Can artificial intelligence enable talking to animals

Two Israeli neurobiologists, Yossi Yovel and Oded Rechavi from Tel Aviv University, have penned an article exploring the potential for artificial intelligence to facilitate communication between humans and other animals. The article, published in the scientific journal Current Biology, also outlines the challenges associated with human-animal communication.

According to Independent Turkish’s coverage of the article, there are three significant obstacles to achieving communication with animals through artificial intelligence, necessitating the development of a revolutionary language model to overcome these hurdles.

Firstly, the language model must utilize the animal’s existing communication signals, meaning that the animal should not be required to learn new signals in order to respond to human commands.

For many years, scientists have understood the signals that animals use during courtship or when feeling threatened.
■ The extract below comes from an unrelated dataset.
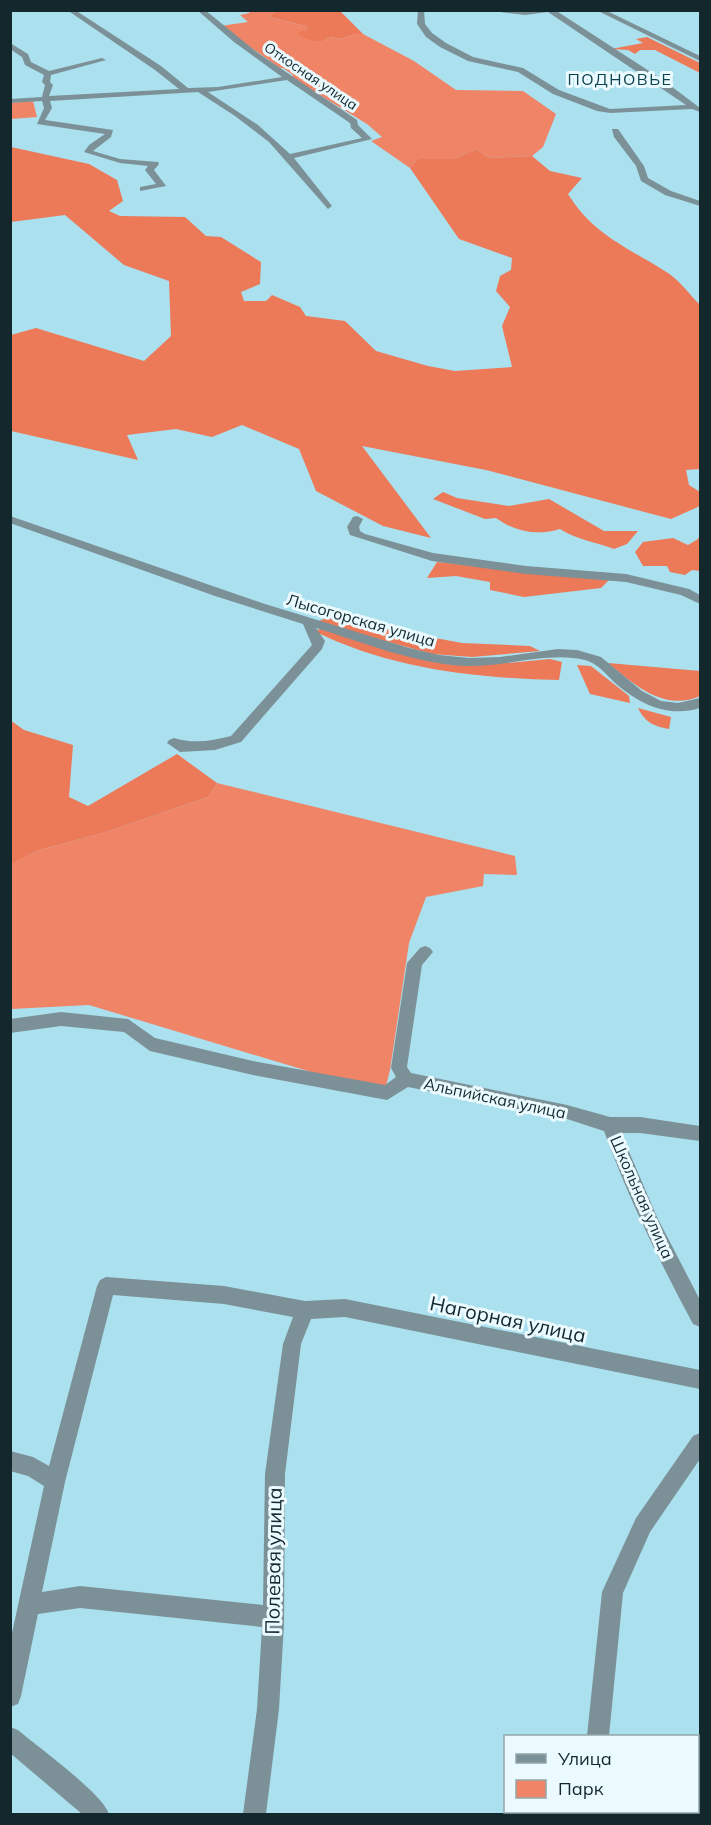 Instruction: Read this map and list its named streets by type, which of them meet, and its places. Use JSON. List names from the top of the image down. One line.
{"streets":{"street":["Откосная улица","Лысогорская улица","Альпийская улица","Школьная улица","Нагорная улица","Полевая улица"]},"crossings":[["Альпийская улица","Школьная улица"],["Нагорная улица","Полевая улица"]],"districts":["ПОДНОВЬЕ"],"legend":["Улица","Парк"]} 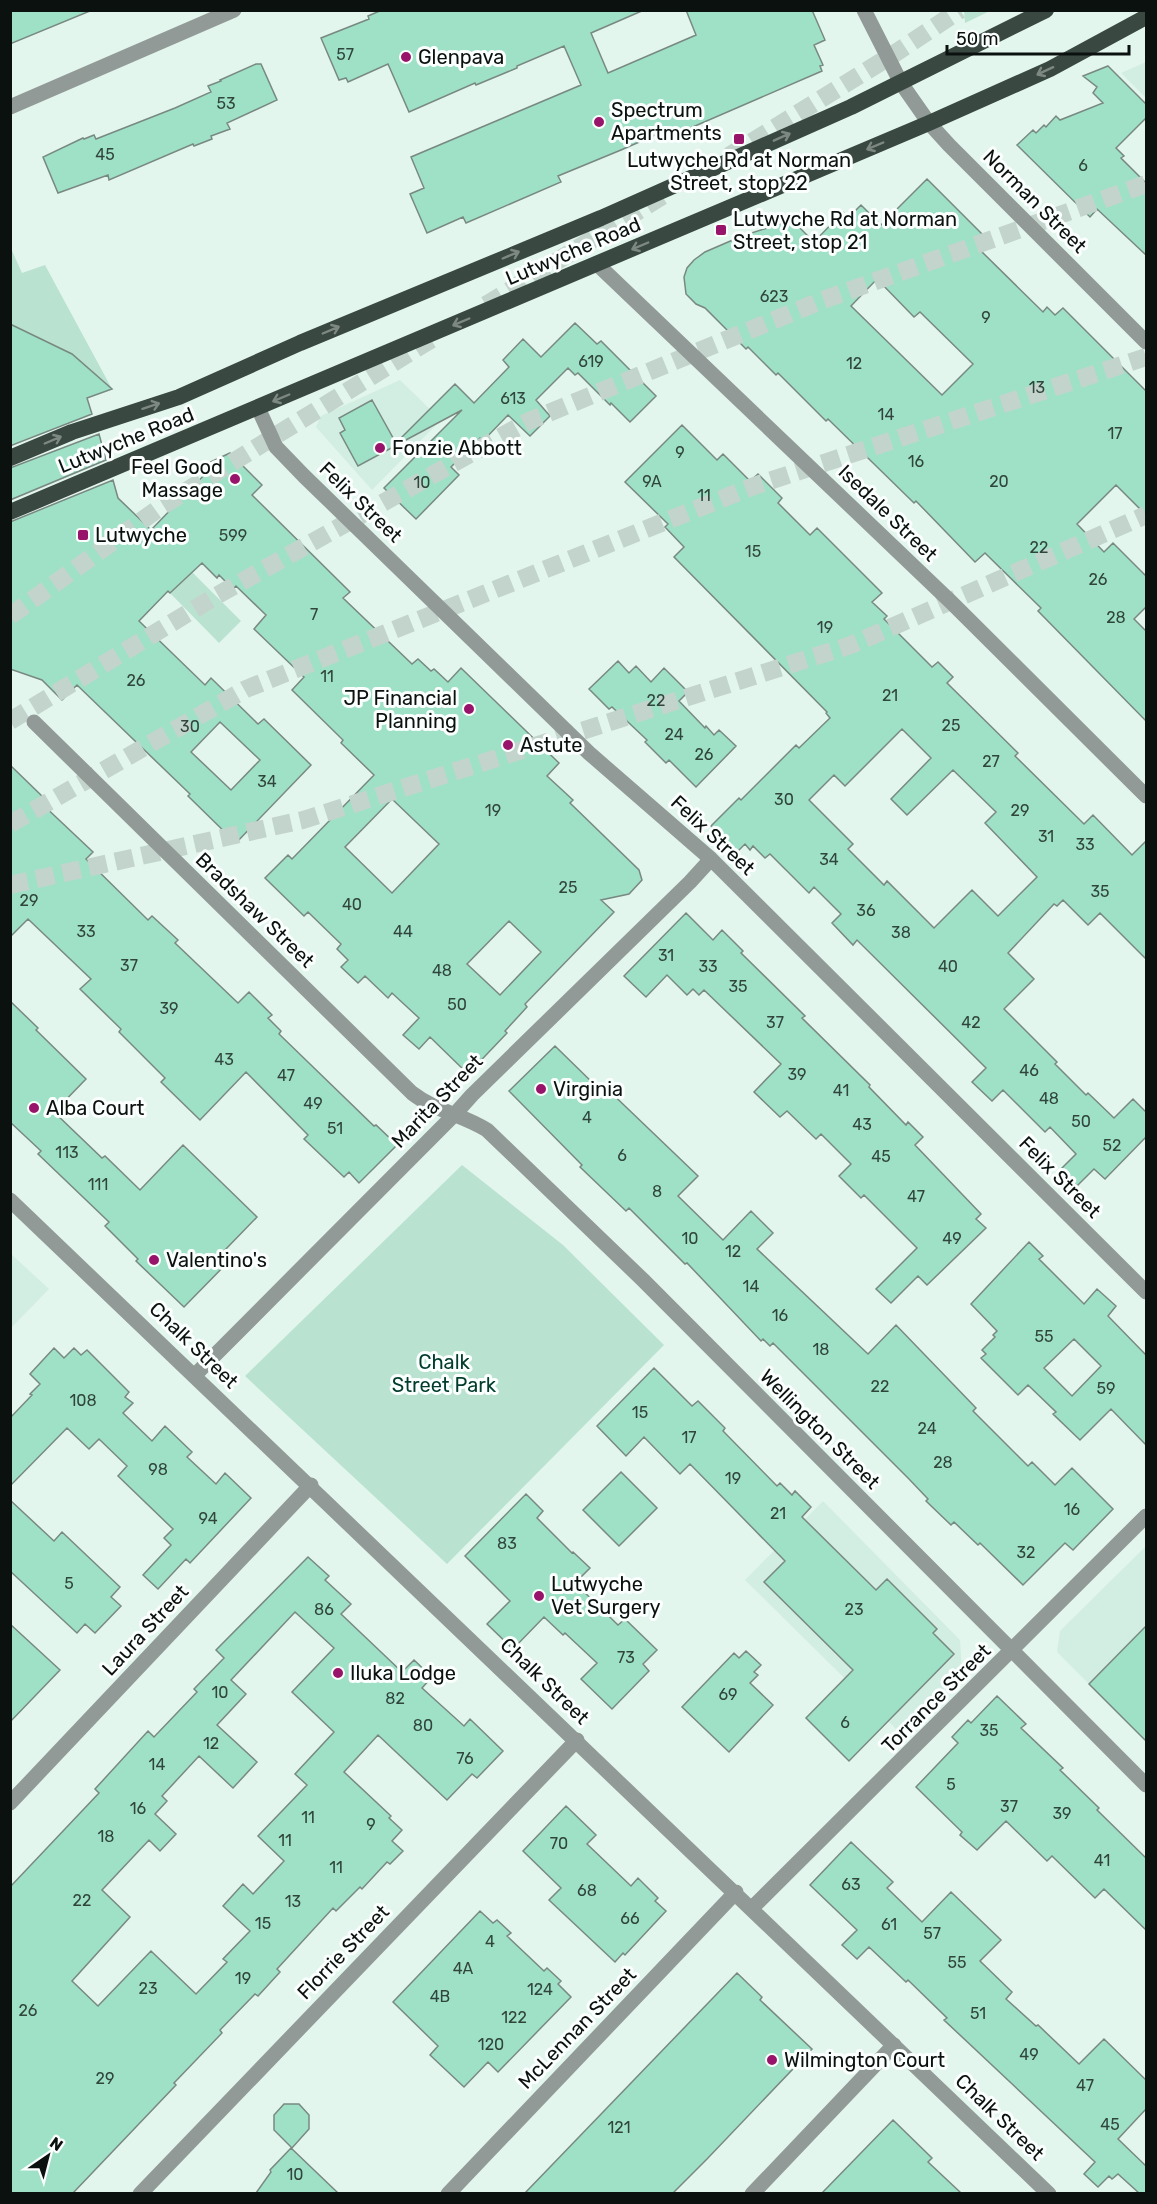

However, for AI to effectively mediate communication between humans and other animals, it must be able to interpret these signals across a broader range of behavioral contexts – which is the second major challenge.

Lastly, the third challenge is that machines struggle to elicit measurable responses from animals, as if the machine were communicating as a fellow member of the species rather than a machine.

This third challenge was previously overcome with honeybees. A team of scientists developed miniature robots that mimicked bees performing a waggle dance to inform the colony of the location of food sources. The robots were successful in guiding the bees.

However, the dance only serves one specific context. Scientists have yet to create a machine capable of inquiring about a bee’s desires or feelings.

IS IT REALLY POSSIBLE TO COMMUNICATE?

Metaverse

According to two neurobiologists, even if the three main challenges are addressed, humans may never fully achieve the desired level of communication with animals.

For instance, a future algorithm may be able to tell humans that a house cat is trying to express sadness or affection. However, the means to ask the cat how it feels may never be discovered.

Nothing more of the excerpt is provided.